> **What is needed**
Copy each line of the data below with the word "absolute".

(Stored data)
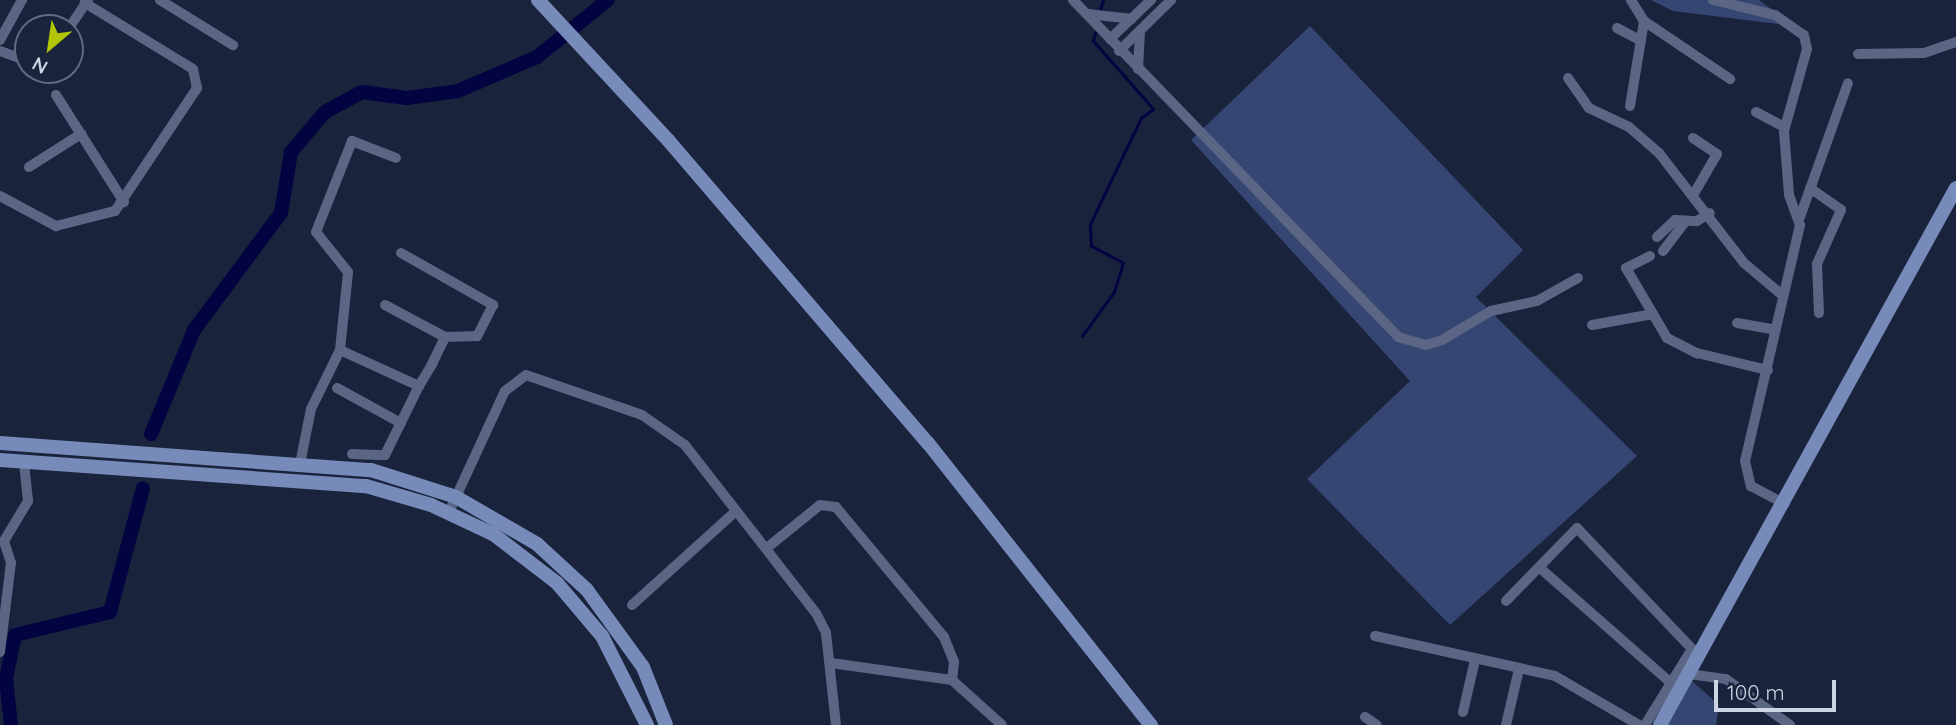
<!DOCTYPE html>
<html>
<head>
<meta charset="utf-8">
<style>
	body { margin:0 }
	#map { position:relative; width:1956px; height:725px; overflow:hidden; background:#1a233c; font-family:Quicksand,sans-serif }
	div>[style] { position:absolute }
	[style*='--x'] { left:calc(var(--x)*1px); top:calc(var(--y)*1px); width:calc(var(--w)*1px); rotate:calc(var(--a)*1deg) }
	.green>* { inset:0; background:#354672 }
	.stream>* { height:2.5px; margin:-1.25px; padding:0 1.25px; transform-origin:1.25px; border-radius:1.25px; background:#020340 }
	.river>* { height:14px; margin:-7px; padding:0 7px; transform-origin:7px; border-radius:7px; background:#020340 }
	.street>* { height:10px; margin:-5px; padding:0 5px; transform-origin:5px; border-radius:5px; background:#5a6684 }
	.secondary>* { height:14px; margin:-7px; padding:0 7px; transform-origin:7px; border-radius:7px; background:#778bba }
	span { translate:-50% -50%; white-space:nowrap; text-align:center; line-height:1.15; -webkit-text-stroke:5px #1a233c; paint-order:stroke }
	.north { position:absolute; left:14px; top:14px; width:70px; height:70px; box-sizing:border-box; background:#1a233c; border:2px solid #626a7f; border-radius:50%; rotate:209deg; font-size:19px; font-weight:700; line-height:28px; text-align:center; color:#cdd4e4 }
	.north::after { content:''; display:block; margin:auto; width:24px; height:32px; background:#b1c500; clip-path:polygon(50% 0,100% 100%,50% 72%,0 100%) }
	.scale { position:absolute; left:1714px; top:680px; width:122px; height:32px; box-sizing:border-box; border:4px solid #cdd4e4; border-top:0; padding-left:9px; font-size:21px; line-height:24px; white-space:nowrap; color:#cdd4e4; -webkit-text-stroke:5px #1a233c; paint-order:stroke }
</style>
</head>
<body>
<div id="map">
	<div class="green">
		<i style="clip-path:polygon(1651px 0,1759px 0,1794px 26px,1673px 11px)"></i>
		<i style="clip-path:polygon(1310px 26px,1523px 250px,1476px 297px,1637px 456px,1450px 625px,1307px 479px,1410px 381px,1191px 140px)"></i>
		<i style="clip-path:polygon(1691px 680px,1719px 705px,1716px 725px,1667px 725px)"></i>
	</div>
	<div class="stream">
		<i style="--x:1099;--y:14;--w:15;--a:-74"></i>
		<i style="--x:1082;--y:336;--w:54;--a:-54"></i>
		<i style="--x:1114;--y:292;--w:30;--a:-73"></i>
		<i style="--x:1123;--y:263;--w:36;--a:-152"></i>
		<i style="--x:1091;--y:246;--w:22;--a:-93"></i>
		<i style="--x:1090;--y:224;--w:118;--a:-64.3"></i>
		<i style="--x:1141;--y:118;--w:15;--a:-37"></i>
		<i style="--x:1153;--y:109;--w:91;--a:-131.4"></i>
		<i style="--x:1093;--y:41;--w:8;--a:-76"></i>
	</div>
	<div class="river">
		<i style="--x:151;--y:434;--w:113;--a:-67.5"></i>
		<i style="--x:194;--y:330;--w:146;--a:-53.4"></i>
		<i style="--x:281;--y:213;--w:62;--a:-80.7"></i>
		<i style="--x:291;--y:152;--w:52;--a:-49.6"></i>
		<i style="--x:325;--y:112;--w:42;--a:-28.4"></i>
		<i style="--x:362;--y:92;--w:45;--a:7.6"></i>
		<i style="--x:407;--y:98;--w:51;--a:-7.8"></i>
		<i style="--x:458;--y:91;--w:86;--a:-23.3"></i>
		<i style="--x:537;--y:57;--w:91;--a:-38.8"></i>
		<i style="--x:11;--y:725;--w:47;--a:-96.1"></i>
		<i style="--x:6;--y:678;--w:44;--a:-78.2"></i>
		<i style="--x:15;--y:635;--w:98;--a:-13.6"></i>
		<i style="--x:110;--y:612;--w:128;--a:-75.1"></i>
	</div>
	<div class="street">
		<i style="--x:160;--y:0;--w:86;--a:31.7"></i>
		<i style="--x:1073;--y:0;--w:468;--a:46"></i>
		<i style="--x:1398;--y:337;--w:29;--a:16"></i>
		<i style="--x:1426;--y:345;--w:17;--a:-17"></i>
		<i style="--x:1442;--y:340;--w:57;--a:-30.6"></i>
		<i style="--x:1491;--y:311;--w:47;--a:-12.3"></i>
		<i style="--x:1537;--y:301;--w:47;--a:-29.3"></i>
		<i style="--x:1713;--y:0;--w:64;--a:13.6"></i>
		<i style="--x:1775;--y:15;--w:35;--a:35"></i>
		<i style="--x:1804;--y:35;--w:14;--a:78"></i>
		<i style="--x:1807;--y:49;--w:85;--a:105.7"></i>
		<i style="--x:1784;--y:131;--w:64;--a:85.5"></i>
		<i style="--x:1789;--y:195;--w:32;--a:70"></i>
		<i style="--x:1800;--y:225;--w:242;--a:103.1"></i>
		<i style="--x:1745;--y:461;--w:26;--a:77"></i>
		<i style="--x:1751;--y:486;--w:38;--a:28"></i>
		<i style="--x:1088;--y:14;--w:44;--a:6.5"></i>
		<i style="--x:1644;--y:21;--w:104;--a:34"></i>
		<i style="--x:69;--y:28;--w:34;--a:-56"></i>
		<i style="--x:1617;--y:28;--w:27;--a:28"></i>
		<i style="--x:1110;--y:39;--w:57;--a:-43.6"></i>
		<i style="--x:0;--y:40;--w:46;--a:-61.2"></i>
		<i style="--x:0;--y:51;--w:30;--a:20"></i>
		<i style="--x:1119;--y:51;--w:73;--a:-44.4"></i>
		<i style="--x:1858;--y:54;--w:66;--a:-0.9"></i>
		<i style="--x:1924;--y:53;--w:34;--a:-19"></i>
		<i style="--x:1138;--y:69;--w:36;--a:-87"></i>
		<i style="--x:1568;--y:78;--w:37;--a:55"></i>
		<i style="--x:1589;--y:108;--w:44;--a:25.4"></i>
		<i style="--x:1629;--y:127;--w:40;--a:41"></i>
		<i style="--x:1659;--y:153;--w:139;--a:52.3"></i>
		<i style="--x:1744;--y:263;--w:48;--a:40"></i>
		<i style="--x:56;--y:95;--w:127;--a:57.6"></i>
		<i style="--x:1630;--y:106;--w:86;--a:-80.6"></i>
		<i style="--x:1644;--y:21;--w:25;--a:-122"></i>
		<i style="--x:1756;--y:112;--w:32;--a:28"></i>
		<i style="--x:1693;--y:138;--w:29;--a:34"></i>
		<i style="--x:1717;--y:154;--w:44;--a:120.1"></i>
		<i style="--x:29;--y:167;--w:62;--a:-32.4"></i>
		<i style="--x:1810;--y:188;--w:38;--a:35"></i>
		<i style="--x:1841;--y:210;--w:59;--a:114"></i>
		<i style="--x:1817;--y:264;--w:49;--a:87.7"></i>
		<i style="--x:0;--y:196;--w:64;--a:28.2"></i>
		<i style="--x:56;--y:226;--w:61;--a:-14.3"></i>
		<i style="--x:115;--y:211;--w:148;--a:-56.3"></i>
		<i style="--x:197;--y:88;--w:19;--a:-102"></i>
		<i style="--x:193;--y:69;--w:127;--a:-148.6"></i>
		<i style="--x:1800;--y:217;--w:142;--a:-70.3"></i>
		<i style="--x:1657;--y:237;--w:25;--a:-43"></i>
		<i style="--x:1675;--y:220;--w:22;--a:3"></i>
		<i style="--x:1697;--y:221;--w:15;--a:-32"></i>
		<i style="--x:1663;--y:251;--w:38;--a:-53"></i>
		<i style="--x:401;--y:253;--w:106;--a:29.5"></i>
		<i style="--x:493;--y:305;--w:35;--a:117"></i>
		<i style="--x:477;--y:336;--w:32;--a:178"></i>
		<i style="--x:1650;--y:256;--w:27;--a:153"></i>
		<i style="--x:1626;--y:268;--w:81;--a:59.6"></i>
		<i style="--x:1667;--y:338;--w:34;--a:27"></i>
		<i style="--x:1697;--y:353;--w:73;--a:13.5"></i>
		<i style="--x:1737;--y:323;--w:39;--a:10"></i>
		<i style="--x:1592;--y:325;--w:62;--a:-10.2"></i>
		<i style="--x:340;--y:350;--w:78;--a:-84.1"></i>
		<i style="--x:348;--y:272;--w:51;--a:-128.7"></i>
		<i style="--x:316;--y:232;--w:98;--a:-68.4"></i>
		<i style="--x:352;--y:141;--w:47;--a:21.1"></i>
		<i style="--x:337;--y:388;--w:73;--a:28.7"></i>
		<i style="--x:352;--y:454;--w:33;--a:2"></i>
		<i style="--x:385;--y:455;--w:77;--a:-63.8"></i>
		<i style="--x:300;--y:464;--w:56;--a:-78.7"></i>
		<i style="--x:311;--y:409;--w:66;--a:-63.8"></i>
		<i style="--x:340;--y:350;--w:87;--a:24.5"></i>
		<i style="--x:419;--y:386;--w:26;--a:-59"></i>
		<i style="--x:432;--y:364;--w:30;--a:-64"></i>
		<i style="--x:445;--y:337;--w:68;--a:-151.9"></i>
		<i style="--x:449;--y:512;--w:133;--a:-65.2"></i>
		<i style="--x:505;--y:391;--w:26;--a:-37"></i>
		<i style="--x:526;--y:375;--w:123;--a:19"></i>
		<i style="--x:642;--y:415;--w:52;--a:34.9"></i>
		<i style="--x:685;--y:445;--w:213;--a:52.1"></i>
		<i style="--x:816;--y:613;--w:22;--a:63"></i>
		<i style="--x:826;--y:633;--w:93;--a:83.8"></i>
		<i style="--x:768;--y:547;--w:67;--a:-38.9"></i>
		<i style="--x:820;--y:505;--w:16;--a:7"></i>
		<i style="--x:836;--y:507;--w:169;--a:50.3"></i>
		<i style="--x:944;--y:637;--w:27;--a:68"></i>
		<i style="--x:954;--y:662;--w:18;--a:96"></i>
		<i style="--x:1540;--y:568;--w:174;--a:41.3"></i>
		<i style="--x:1506;--y:601;--w:102;--a:-45.8"></i>
		<i style="--x:1577;--y:528;--w:177;--a:46.4"></i>
		<i style="--x:632;--y:605;--w:140;--a:-42.1"></i>
		<i style="--x:1375;--y:636;--w:184;--a:12.5"></i>
		<i style="--x:1555;--y:676;--w:97;--a:30.3"></i>
		<i style="--x:0;--y:652;--w:90;--a:-83"></i>
		<i style="--x:11;--y:563;--w:23;--a:-108"></i>
		<i style="--x:4;--y:541;--w:47;--a:-59"></i>
		<i style="--x:28;--y:501;--w:39;--a:-96"></i>
		<i style="--x:831;--y:663;--w:122;--a:8"></i>
		<i style="--x:952;--y:680;--w:67;--a:42"></i>
		<i style="--x:1689;--y:674;--w:37;--a:8"></i>
		<i style="--x:1726;--y:679;--w:79;--a:35.7"></i>
		<i style="--x:1463;--y:712;--w:53;--a:-77"></i>
		<i style="--x:1365;--y:717;--w:14;--a:34"></i>
		<i style="--x:1506;--y:725;--w:57;--a:-76.9"></i>
		<i style="--x:1645;--y:725;--w:89;--a:-58.3"></i>
	</div>
	<div class="secondary">
		<i style="--x:538;--y:0;--w:191;--a:47.1"></i>
		<i style="--x:668;--y:140;--w:399;--a:49.4"></i>
		<i style="--x:928;--y:443;--w:360;--a:51.7"></i>
		<i style="--x:0;--y:443;--w:372;--a:4.2"></i>
		<i style="--x:371;--y:470;--w:89;--a:17.6"></i>
		<i style="--x:456;--y:497;--w:94;--a:30.1"></i>
		<i style="--x:537;--y:544;--w:68;--a:42.6"></i>
		<i style="--x:587;--y:590;--w:95;--a:54"></i>
		<i style="--x:643;--y:667;--w:62;--a:68.4"></i>
		<i style="--x:0;--y:460;--w:367;--a:4.1"></i>
		<i style="--x:366;--y:486;--w:68;--a:16.3"></i>
		<i style="--x:431;--y:505;--w:68;--a:25.1"></i>
		<i style="--x:493;--y:534;--w:81;--a:37.4"></i>
		<i style="--x:557;--y:583;--w:70;--a:49.7"></i>
		<i style="--x:602;--y:636;--w:100;--a:63.2"></i>
		<i style="--x:1660;--y:725;--w:613;--a:-61.14"></i>
	</div>
	<div class="north">N</div>
	<div class="scale">100 m</div>
</div>
</body>
</html>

> **Exercise solution**
	div>[style] { position:absolute }
	.north { position:absolute; left:14px; top:14px; width:70px; height:70px; box-sizing:border-box; background:#1a233c; border:2px solid #626a7f; border-radius:50%; rotate:209deg; font-size:19px; font-weight:700; line-height:28px; text-align:center; color:#cdd4e4 }
	.scale { position:absolute; left:1714px; top:680px; width:122px; height:32px; box-sizing:border-box; border:4px solid #cdd4e4; border-top:0; padding-left:9px; font-size:21px; line-height:24px; white-space:nowrap; color:#cdd4e4; -webkit-text-stroke:5px #1a233c; paint-order:stroke }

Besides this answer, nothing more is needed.